Verify the plugin is registered:

pytest --co -q 2>&1 | head -5

Basic Usage

1. Mark Tests with @pytest.mark.agentassay

import pytest
from agentassay.core.models import TestScenario
from agentassay.plugin.pytest_plugin import assert_pass_rate

@pytest.mark.agentassay(n=30, threshold=0.80)
def test_booking_agent(trial_runner):
    """Test that booking agent passes 80% of trials."""
    # Create the agent callable
    runner = trial_runner(my_booking_agent)

    # Define the scenario
    scenario = TestScenario(
        scenario_id="book-flight",
        name="Book a flight",
        input_data={"prompt": "Book a flight to NYC on March 15"},
        expected_properties={"max_steps": 10, "max_cost_usd": 0.50},
    )

    # Run trials
    results = runner.run_trials(scenario)

    # Assert pass rate with confidence
    passed = [r.passed for r in results]
    assert_pass_rate(passed, threshold=0.80, confidence=0.95)

2. Run with pytest

pytest test_booking_agent.py -v

Output:

test_booking_agent.py::test_booking_agent PASSED

============================= AgentAssay Summary ==============================
  assert_pass_rate: rate=93.33% [77.93%, 99.18%] (28/30 trials) verdict=PASS
  AgentAssay totals: 1 tests -- 1 PASS, 0 FAIL, 0 INCONCLUSIVE

Assertion Functions

assert_pass_rate

Assert that pass rate meets a threshold with statistical confidence.

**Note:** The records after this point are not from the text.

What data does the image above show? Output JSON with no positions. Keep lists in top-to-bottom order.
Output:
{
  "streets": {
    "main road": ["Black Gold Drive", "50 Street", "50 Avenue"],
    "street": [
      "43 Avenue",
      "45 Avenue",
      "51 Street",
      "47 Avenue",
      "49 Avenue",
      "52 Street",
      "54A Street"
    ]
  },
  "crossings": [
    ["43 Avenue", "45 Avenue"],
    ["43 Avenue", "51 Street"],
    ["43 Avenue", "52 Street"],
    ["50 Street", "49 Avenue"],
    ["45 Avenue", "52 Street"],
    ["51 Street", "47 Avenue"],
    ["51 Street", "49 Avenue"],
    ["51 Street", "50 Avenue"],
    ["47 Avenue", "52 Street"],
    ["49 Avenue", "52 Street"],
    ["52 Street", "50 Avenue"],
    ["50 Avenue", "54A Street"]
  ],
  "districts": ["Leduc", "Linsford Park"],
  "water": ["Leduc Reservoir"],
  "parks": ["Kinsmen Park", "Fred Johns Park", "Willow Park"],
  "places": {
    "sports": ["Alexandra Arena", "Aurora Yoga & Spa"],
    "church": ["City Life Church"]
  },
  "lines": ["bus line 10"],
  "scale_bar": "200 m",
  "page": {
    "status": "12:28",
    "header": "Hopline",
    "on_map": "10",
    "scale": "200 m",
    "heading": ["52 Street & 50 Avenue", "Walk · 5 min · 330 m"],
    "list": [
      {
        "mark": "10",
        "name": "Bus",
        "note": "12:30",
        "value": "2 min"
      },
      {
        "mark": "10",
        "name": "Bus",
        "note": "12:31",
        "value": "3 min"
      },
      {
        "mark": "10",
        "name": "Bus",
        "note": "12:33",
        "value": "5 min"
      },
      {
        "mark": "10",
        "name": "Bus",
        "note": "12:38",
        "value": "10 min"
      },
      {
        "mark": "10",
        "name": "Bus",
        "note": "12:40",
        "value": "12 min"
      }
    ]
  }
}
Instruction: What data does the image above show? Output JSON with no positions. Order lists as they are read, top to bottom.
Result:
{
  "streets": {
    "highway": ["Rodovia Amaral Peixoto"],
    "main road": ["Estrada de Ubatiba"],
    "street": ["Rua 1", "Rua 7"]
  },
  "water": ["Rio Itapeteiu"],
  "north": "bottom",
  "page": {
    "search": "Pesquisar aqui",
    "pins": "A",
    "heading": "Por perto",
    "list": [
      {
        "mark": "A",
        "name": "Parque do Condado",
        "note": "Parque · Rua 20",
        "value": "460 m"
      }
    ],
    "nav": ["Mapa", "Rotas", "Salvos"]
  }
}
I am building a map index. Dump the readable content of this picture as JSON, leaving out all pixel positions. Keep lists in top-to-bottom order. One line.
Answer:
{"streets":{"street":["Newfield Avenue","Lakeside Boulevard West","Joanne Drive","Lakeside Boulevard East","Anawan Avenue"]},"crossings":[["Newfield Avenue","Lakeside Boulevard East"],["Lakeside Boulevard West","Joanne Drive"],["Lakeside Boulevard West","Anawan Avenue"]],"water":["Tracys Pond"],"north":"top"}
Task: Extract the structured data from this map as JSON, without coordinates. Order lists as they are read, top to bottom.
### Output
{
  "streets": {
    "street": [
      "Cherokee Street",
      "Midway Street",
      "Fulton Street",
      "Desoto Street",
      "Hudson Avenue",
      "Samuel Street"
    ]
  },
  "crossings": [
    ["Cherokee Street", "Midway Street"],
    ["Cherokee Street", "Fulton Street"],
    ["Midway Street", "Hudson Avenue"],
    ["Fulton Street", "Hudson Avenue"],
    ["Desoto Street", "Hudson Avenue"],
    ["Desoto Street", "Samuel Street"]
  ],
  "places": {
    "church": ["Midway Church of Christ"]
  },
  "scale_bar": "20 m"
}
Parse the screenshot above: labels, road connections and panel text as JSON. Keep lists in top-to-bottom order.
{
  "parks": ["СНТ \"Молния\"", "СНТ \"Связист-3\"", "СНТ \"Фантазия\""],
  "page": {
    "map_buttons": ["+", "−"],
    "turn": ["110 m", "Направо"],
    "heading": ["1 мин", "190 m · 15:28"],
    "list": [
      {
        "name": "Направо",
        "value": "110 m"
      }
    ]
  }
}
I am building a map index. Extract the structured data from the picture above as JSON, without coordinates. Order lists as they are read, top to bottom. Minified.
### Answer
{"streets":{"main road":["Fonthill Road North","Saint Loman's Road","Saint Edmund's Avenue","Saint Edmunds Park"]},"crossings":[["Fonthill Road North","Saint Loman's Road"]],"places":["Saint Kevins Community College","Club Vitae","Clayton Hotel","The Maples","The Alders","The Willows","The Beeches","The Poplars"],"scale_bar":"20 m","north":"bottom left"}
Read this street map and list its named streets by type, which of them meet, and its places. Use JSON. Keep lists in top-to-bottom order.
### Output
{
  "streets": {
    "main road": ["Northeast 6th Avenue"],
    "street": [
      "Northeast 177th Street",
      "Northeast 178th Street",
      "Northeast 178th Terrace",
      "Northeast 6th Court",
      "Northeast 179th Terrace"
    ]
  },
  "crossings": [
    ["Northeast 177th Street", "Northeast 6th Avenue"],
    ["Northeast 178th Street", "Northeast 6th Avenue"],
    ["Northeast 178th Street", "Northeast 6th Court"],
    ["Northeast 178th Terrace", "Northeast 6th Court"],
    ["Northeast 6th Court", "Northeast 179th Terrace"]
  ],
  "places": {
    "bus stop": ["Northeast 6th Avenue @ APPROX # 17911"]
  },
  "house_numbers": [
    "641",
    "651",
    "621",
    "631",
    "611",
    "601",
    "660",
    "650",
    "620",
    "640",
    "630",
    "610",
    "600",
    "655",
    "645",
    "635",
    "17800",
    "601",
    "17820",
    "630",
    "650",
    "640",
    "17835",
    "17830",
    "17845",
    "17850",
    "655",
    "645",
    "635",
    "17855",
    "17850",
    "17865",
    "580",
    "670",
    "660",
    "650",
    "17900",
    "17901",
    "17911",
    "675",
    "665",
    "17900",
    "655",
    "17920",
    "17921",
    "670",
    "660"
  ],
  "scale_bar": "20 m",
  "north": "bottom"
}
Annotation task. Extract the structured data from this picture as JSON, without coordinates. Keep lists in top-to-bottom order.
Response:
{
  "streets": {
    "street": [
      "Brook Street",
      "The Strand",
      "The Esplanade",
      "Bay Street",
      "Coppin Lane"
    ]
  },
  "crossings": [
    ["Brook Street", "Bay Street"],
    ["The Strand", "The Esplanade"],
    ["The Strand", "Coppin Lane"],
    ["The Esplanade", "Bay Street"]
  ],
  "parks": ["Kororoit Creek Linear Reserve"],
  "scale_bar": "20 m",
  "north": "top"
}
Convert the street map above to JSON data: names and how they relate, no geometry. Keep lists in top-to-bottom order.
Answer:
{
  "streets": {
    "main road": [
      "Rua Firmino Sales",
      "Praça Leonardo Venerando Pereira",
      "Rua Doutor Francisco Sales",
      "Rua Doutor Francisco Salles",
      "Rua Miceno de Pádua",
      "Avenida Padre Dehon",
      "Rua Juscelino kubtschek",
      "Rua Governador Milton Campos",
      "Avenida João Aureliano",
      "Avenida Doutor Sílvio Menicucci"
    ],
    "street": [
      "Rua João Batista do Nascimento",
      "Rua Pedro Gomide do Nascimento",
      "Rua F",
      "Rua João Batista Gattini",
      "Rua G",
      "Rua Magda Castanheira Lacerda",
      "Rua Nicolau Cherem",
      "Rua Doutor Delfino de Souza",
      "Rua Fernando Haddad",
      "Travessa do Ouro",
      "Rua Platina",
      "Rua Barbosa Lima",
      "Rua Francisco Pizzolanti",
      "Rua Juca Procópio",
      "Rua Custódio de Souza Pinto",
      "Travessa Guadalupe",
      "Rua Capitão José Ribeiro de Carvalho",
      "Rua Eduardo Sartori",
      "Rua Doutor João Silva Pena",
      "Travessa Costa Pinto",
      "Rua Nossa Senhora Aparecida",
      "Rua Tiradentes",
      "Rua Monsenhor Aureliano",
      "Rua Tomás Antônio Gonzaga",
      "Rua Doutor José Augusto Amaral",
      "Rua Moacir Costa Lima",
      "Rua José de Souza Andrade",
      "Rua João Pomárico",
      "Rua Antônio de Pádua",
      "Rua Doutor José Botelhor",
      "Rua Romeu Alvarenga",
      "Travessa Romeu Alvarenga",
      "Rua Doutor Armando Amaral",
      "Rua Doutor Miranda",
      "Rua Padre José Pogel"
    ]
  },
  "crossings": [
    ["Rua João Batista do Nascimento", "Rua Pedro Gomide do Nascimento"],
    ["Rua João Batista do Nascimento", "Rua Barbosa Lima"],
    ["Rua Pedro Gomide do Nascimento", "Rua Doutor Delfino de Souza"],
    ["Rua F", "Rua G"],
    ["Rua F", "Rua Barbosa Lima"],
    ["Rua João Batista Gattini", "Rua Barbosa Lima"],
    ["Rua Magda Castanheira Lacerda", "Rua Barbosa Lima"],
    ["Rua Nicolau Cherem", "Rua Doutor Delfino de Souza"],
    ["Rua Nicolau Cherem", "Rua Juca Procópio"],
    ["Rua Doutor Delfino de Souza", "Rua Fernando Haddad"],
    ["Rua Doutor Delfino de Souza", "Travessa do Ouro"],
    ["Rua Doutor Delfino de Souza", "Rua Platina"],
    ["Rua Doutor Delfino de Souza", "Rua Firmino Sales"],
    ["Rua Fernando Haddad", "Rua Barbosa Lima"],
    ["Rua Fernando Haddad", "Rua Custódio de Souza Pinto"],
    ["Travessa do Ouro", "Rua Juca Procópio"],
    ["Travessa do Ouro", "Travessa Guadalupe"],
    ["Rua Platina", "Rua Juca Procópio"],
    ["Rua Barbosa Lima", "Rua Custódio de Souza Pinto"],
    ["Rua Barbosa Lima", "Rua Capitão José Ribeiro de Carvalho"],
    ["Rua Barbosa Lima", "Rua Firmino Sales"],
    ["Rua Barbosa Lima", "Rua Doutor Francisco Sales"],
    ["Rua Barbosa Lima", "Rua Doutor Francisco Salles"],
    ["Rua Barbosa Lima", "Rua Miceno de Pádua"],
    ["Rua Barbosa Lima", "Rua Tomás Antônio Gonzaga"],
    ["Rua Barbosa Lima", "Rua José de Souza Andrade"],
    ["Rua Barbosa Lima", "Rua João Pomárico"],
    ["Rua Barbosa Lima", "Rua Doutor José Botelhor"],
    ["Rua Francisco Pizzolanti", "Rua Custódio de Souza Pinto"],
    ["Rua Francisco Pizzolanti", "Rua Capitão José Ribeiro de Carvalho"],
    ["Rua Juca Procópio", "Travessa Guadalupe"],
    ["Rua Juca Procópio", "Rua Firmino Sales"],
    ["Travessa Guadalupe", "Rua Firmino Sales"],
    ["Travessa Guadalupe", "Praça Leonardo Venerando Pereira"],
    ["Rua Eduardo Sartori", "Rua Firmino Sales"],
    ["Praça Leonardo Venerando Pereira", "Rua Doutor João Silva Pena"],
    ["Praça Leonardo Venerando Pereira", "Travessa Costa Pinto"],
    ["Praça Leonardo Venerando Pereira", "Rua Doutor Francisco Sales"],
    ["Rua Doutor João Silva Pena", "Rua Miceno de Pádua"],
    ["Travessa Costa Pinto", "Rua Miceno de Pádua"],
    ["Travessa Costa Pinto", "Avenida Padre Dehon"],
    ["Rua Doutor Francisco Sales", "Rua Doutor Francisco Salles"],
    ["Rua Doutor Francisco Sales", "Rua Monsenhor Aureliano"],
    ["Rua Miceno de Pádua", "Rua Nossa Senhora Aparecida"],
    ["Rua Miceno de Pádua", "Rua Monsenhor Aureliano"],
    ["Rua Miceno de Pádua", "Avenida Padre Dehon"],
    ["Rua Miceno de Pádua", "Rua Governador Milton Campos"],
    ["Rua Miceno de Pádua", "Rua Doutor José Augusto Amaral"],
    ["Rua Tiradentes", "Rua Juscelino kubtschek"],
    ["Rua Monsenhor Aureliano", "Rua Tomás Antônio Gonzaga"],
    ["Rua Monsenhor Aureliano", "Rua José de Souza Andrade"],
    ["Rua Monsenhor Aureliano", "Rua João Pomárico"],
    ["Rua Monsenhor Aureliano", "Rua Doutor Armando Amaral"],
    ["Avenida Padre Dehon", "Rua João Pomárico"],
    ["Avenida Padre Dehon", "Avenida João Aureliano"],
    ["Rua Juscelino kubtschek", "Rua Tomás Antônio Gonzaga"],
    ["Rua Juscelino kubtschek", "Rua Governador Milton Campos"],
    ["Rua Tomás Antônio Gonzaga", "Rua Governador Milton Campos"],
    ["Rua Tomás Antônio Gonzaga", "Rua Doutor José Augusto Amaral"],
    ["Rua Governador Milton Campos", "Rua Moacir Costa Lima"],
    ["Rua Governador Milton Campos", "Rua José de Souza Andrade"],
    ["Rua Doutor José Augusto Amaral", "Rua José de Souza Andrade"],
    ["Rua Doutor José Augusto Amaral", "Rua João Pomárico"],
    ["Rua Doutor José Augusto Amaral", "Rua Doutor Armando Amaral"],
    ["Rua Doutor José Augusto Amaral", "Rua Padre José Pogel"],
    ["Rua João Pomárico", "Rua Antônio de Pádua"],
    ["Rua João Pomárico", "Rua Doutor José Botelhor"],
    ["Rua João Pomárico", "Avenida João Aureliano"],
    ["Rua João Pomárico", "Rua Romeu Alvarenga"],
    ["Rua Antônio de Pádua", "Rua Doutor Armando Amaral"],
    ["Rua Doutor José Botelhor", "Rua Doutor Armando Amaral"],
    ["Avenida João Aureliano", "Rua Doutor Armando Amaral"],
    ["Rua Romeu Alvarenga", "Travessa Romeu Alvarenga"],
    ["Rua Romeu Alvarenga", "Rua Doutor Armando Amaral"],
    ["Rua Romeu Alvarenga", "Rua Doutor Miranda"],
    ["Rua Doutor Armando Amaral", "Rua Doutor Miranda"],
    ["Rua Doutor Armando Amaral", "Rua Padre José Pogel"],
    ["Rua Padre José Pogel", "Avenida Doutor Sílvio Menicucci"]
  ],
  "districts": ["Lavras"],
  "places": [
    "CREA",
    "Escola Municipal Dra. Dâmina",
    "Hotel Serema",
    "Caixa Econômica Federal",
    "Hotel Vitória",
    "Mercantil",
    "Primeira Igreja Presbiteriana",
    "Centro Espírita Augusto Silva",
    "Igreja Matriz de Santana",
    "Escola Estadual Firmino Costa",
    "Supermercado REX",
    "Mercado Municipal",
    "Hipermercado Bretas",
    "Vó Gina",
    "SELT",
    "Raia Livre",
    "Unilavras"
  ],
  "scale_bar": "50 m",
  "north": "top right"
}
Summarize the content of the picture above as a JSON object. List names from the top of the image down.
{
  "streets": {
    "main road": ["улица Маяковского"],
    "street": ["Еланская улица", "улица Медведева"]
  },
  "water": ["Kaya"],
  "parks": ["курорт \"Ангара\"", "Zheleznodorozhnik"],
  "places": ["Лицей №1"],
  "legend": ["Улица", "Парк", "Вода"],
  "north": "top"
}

from agentassay.plugin.pytest_plugin import assert_pass_rate

results = [True, True, False, True, True, ...]  # Trial outcomes

assert_pass_rate(results, threshold=0.80, confidence=0.95)

Raises AssertionError if:

  • Pass rate's lower confidence bound < threshold (FAIL verdict)
  • Confidence interval straddles threshold (INCONCLUSIVE verdict)

assert_no_regression

Detect regression between baseline and current versions.

from agentassay.plugin.pytest_plugin import assert_no_regression

baseline_results = [True] * 28 + [False] * 2   # 93% (28/30)
current_results = [True] * 20 + [False] * 10   # 67% (20/30)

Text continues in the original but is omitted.